What you have to do: Pick out the lines below with "bubble" and list them.

____________________

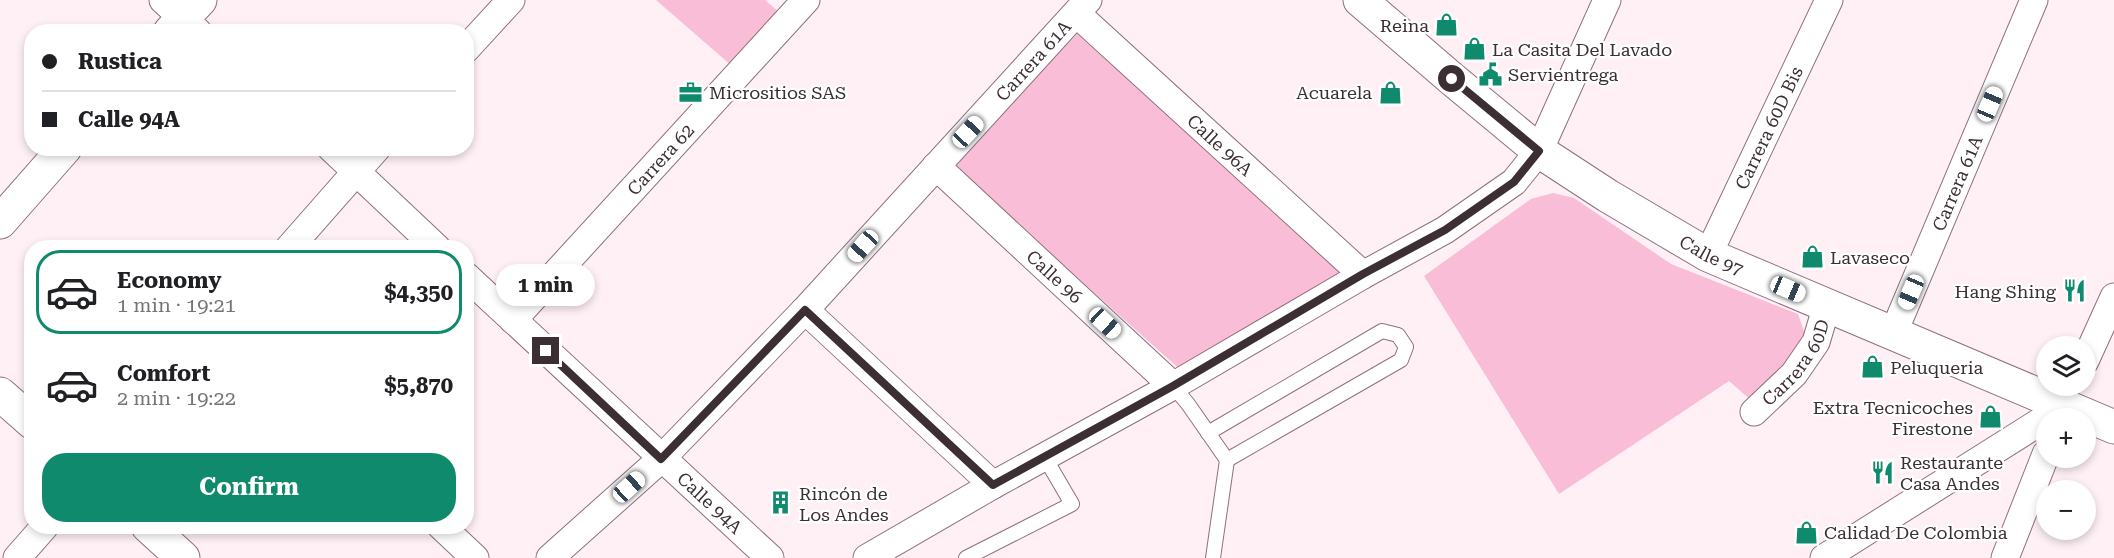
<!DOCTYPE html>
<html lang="en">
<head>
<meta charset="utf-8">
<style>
  :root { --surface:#fff; --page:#f2f2f2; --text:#202124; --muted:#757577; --line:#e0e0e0; --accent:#0f8a6d }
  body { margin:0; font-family:"Roboto Serif",serif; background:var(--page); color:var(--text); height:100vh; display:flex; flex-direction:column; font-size:22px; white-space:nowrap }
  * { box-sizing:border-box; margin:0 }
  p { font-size:20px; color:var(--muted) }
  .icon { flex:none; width:33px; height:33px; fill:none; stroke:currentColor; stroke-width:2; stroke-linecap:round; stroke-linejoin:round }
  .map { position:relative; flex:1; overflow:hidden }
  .details { position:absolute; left:24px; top:240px; width:450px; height:294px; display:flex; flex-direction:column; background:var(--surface); border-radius:24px; box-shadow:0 3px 9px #0003 }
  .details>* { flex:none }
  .hud { position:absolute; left:24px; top:24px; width:450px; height:132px; border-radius:24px; box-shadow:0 3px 9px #0003; display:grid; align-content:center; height:132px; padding:0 18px; background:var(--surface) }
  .tools { position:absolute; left:2036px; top:336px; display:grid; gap:12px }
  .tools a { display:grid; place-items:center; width:60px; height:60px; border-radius:50%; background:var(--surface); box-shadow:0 3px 9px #0003; font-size:30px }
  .end { position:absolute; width:27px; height:27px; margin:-14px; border:8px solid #3c2f34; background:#fff; box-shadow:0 0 0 3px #fff }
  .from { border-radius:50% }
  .bubble { position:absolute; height:42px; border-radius:21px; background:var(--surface); box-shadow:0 3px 9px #0003; font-size:20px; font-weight:700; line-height:42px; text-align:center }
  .car { position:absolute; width:18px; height:36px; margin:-18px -9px; border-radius:8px; box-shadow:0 0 4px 2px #0007; background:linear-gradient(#fff 24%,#345 0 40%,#fff 0 76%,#345 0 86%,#fff 0) }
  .hud b { display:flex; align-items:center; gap:21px; height:57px; font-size:22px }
  .hud b+b { border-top:2px solid var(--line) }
  .hud i { width:15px; height:15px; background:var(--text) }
  ul { padding:10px 0 0; list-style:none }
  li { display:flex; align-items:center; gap:18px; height:84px; margin:0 12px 9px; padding:0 6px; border:3px solid transparent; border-radius:24px }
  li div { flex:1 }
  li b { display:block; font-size:22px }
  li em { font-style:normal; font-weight:700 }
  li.on { border-color:var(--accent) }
  li>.icon { width:54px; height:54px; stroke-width:1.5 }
  .action { display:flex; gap:12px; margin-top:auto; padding:12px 18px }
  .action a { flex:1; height:69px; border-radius:24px; background:var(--accent); color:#fff; font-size:24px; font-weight:700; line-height:69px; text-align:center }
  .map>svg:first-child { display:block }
</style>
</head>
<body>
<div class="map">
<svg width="2114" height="558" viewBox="0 0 2114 558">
  <rect width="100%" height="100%" fill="#fef0f5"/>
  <!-- green -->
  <g fill="#fabdd8">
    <polygon points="656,0 765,0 779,12 732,66"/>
    <polygon points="1077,34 1342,271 1184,373 951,165"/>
    <polygon points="1553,193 1574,198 1671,264 1798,314 1806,337 1781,374 1752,401 1729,381 1559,494 1424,276 1531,199"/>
  </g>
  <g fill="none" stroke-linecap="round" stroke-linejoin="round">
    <defs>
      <g id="service">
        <polyline points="1173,386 1188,404 1227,460 1213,558"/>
        <polyline points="1208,433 1382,331 1398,335 1406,347 1401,360 1227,460"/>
        <polyline points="966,558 1072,504 1044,456"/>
      </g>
      <g id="minor">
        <polyline points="163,0 198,32"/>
        <path id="s1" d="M 1077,14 L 1363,275"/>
        <polyline points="466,49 511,0"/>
        <polyline points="331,148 437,248"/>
        <path id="s2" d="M 936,166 L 1173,386"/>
        <polyline points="289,248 377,148"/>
        <path id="s3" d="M 1708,255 L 1829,0"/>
        <path id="s4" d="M 466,276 L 770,558"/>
        <polyline points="805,310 993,485"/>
        <path id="s5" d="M 513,320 L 806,0"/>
        <path id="s6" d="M 1893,334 L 2034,0"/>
        <polyline points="2085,361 2114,297"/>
        <path id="s7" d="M 1754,412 L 1794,374 L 1816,342 L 1827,305"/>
        <polyline points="441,526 475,558"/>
        <polyline points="17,558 45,526"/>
        <path id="s8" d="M 550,558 L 661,459 L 805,310 L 1088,0"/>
        <polyline points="867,558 993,485 1173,386 1363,275 1445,230 1514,182 1539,151 1607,0"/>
        <polyline points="1824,558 2065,406"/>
        <polyline points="2005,558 2046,454"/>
      </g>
      <g id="tertiary">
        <path id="s9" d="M 1360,0 L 1452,79 L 1539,151 L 1608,196 L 1708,255 L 2114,427"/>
        <polyline points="170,32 200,0"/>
        <polyline points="0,222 65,148"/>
        <polyline points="0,394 32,422"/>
        <polyline points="148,526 183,558"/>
      </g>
    </defs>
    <!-- service casing -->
    <use href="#service" stroke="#8e707d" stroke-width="16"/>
    <!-- minor casing -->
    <use href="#minor" stroke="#8e707d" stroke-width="29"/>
    <!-- tertiary casing -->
    <use href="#tertiary" stroke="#8e707d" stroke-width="35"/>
    <!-- service -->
    <use href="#service" stroke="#fff" stroke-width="14"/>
    <!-- minor -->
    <use href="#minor" stroke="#fff" stroke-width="27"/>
    <!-- tertiary -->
    <use href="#tertiary" stroke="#fff" stroke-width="33"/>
  </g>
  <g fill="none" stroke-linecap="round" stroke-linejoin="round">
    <!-- route -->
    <polyline stroke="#3c2f34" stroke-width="8" points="546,351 661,459 805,310 993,485 1173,386 1363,274 1445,230 1514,182 1539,151 1452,79"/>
  </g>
  <!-- icons -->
  <defs>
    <symbol id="shop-bare" viewBox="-9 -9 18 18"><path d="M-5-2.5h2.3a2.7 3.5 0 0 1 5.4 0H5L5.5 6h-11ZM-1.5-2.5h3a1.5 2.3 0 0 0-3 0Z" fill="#0f8a6d" stroke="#fff" stroke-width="2.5" paint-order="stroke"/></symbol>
    <symbol id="civic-bare" viewBox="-9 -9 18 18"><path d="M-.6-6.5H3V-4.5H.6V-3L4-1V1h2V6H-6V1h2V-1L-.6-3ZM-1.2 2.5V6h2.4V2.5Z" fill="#0f8a6d" stroke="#fff" stroke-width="2.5" paint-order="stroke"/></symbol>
    <symbol id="office-bare" viewBox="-9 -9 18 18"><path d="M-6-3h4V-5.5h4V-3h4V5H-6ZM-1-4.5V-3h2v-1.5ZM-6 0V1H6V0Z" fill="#0f8a6d" stroke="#fff" stroke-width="2.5" paint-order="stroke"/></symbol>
    <symbol id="restaurant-bare" viewBox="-9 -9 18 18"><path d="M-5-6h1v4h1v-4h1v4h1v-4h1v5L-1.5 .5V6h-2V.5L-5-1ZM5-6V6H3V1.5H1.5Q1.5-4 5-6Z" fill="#0f8a6d" stroke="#fff" stroke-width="2.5" paint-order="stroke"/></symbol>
    <symbol id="building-bare" viewBox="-9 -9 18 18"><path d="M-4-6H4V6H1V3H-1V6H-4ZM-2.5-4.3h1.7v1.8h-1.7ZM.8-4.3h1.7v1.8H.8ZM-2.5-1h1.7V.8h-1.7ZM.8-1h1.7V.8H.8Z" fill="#0f8a6d" stroke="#fff" stroke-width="2.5" paint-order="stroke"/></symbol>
  </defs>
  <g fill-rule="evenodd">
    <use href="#shop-bare" x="1430" y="8" width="33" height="33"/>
    <use href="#shop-bare" x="1458" y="32" width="33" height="33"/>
    <use href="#civic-bare" x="1474" y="58" width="33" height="33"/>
    <use href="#office-bare" x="674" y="76" width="33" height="33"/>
    <use href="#shop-bare" x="1374" y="76" width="33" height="33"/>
    <use href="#shop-bare" x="1796" y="240" width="33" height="33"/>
    <use href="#restaurant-bare" x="2058" y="274" width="33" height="33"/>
    <use href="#shop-bare" x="1856" y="350" width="33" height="33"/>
    <use href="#shop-bare" x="1974" y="400" width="33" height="33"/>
    <use href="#restaurant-bare" x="1866" y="456" width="33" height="33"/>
    <use href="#building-bare" x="764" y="486" width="33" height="33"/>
    <use href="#shop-bare" x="1790" y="516" width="33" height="33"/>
  </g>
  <g text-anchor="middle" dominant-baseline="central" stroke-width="4.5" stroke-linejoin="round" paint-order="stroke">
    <!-- poi labels -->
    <g font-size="18" fill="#3c2f34" stroke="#fff" text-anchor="start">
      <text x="1429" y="25" text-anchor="end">Reina</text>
      <text x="1492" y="49">La Casita Del Lavado</text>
      <text x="1508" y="74">Servientrega</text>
      <text x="709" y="92">Micrositios SAS</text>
      <text x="1372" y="92" text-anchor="end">Acuarela</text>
      <text x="1830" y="257">Lavaseco</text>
      <text x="2056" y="291" text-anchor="end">Hang Shing</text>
      <text x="1890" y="367">Peluqueria</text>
      <text x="1973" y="407" text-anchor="end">Extra Tecnicoches<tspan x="1973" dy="21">Firestone</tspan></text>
      <text x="1900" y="462">Restaurante<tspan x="1900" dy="21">Casa Andes</tspan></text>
      <text x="799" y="493">Rincón de<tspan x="799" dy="21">Los Andes</tspan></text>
      <text x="1824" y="532">Calidad De Colombia</text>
    </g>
    <!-- street labels -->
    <g font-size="18" fill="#3c2f34" stroke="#fff">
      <text stroke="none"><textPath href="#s8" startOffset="694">Carrera 61A</textPath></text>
      <text stroke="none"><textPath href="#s3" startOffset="141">Carrera 60D Bis</textPath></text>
      <text stroke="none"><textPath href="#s1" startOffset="194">Calle 96A</textPath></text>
      <text stroke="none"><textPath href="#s5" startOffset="218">Carrera 62</textPath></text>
      <text stroke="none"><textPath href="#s6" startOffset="164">Carrera 61A</textPath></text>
      <text stroke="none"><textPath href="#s9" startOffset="436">Calle 97</textPath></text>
      <text stroke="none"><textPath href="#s2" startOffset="162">Calle 96</textPath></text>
      <text stroke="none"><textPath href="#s7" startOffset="66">Carrera 60D</textPath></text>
      <text stroke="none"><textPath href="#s4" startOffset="333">Calle 94A</textPath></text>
    </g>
  </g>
</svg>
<div class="tools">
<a><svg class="icon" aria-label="layers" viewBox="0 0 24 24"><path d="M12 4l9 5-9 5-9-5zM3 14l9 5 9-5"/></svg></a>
<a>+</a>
<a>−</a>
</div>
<i class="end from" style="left:1452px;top:79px"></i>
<i class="end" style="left:546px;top:351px"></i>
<div class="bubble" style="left:496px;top:264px;width:99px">1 min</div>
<i class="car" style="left:1990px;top:104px;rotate:23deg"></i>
<i class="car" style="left:968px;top:132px;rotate:43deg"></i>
<i class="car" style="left:863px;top:246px;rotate:222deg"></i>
<i class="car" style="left:1788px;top:289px;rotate:113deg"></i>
<i class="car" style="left:1911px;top:292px;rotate:203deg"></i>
<i class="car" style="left:1105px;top:323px;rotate:133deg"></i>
<i class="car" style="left:629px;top:487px;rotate:48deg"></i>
<div class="hud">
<b><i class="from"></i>Rustica</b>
<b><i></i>Calle 94A</b>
</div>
<section class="details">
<ul>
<li class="on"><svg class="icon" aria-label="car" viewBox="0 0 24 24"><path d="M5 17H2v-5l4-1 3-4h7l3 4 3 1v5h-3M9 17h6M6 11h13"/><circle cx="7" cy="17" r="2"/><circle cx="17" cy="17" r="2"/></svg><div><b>Economy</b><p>1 min · 19:21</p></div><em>$4,350</em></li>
<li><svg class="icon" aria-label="car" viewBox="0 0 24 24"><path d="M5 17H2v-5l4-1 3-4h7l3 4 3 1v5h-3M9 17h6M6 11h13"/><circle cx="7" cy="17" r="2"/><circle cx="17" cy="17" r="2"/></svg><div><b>Comfort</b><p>2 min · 19:22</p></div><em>$5,870</em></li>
</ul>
<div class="action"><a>Confirm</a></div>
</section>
</div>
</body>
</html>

____________________

Your response:
  .bubble { position:absolute; height:42px; border-radius:21px; background:var(--surface); box-shadow:0 3px 9px #0003; font-size:20px; font-weight:700; line-height:42px; text-align:center }
<div class="bubble" style="left:496px;top:264px;width:99px">1 min</div>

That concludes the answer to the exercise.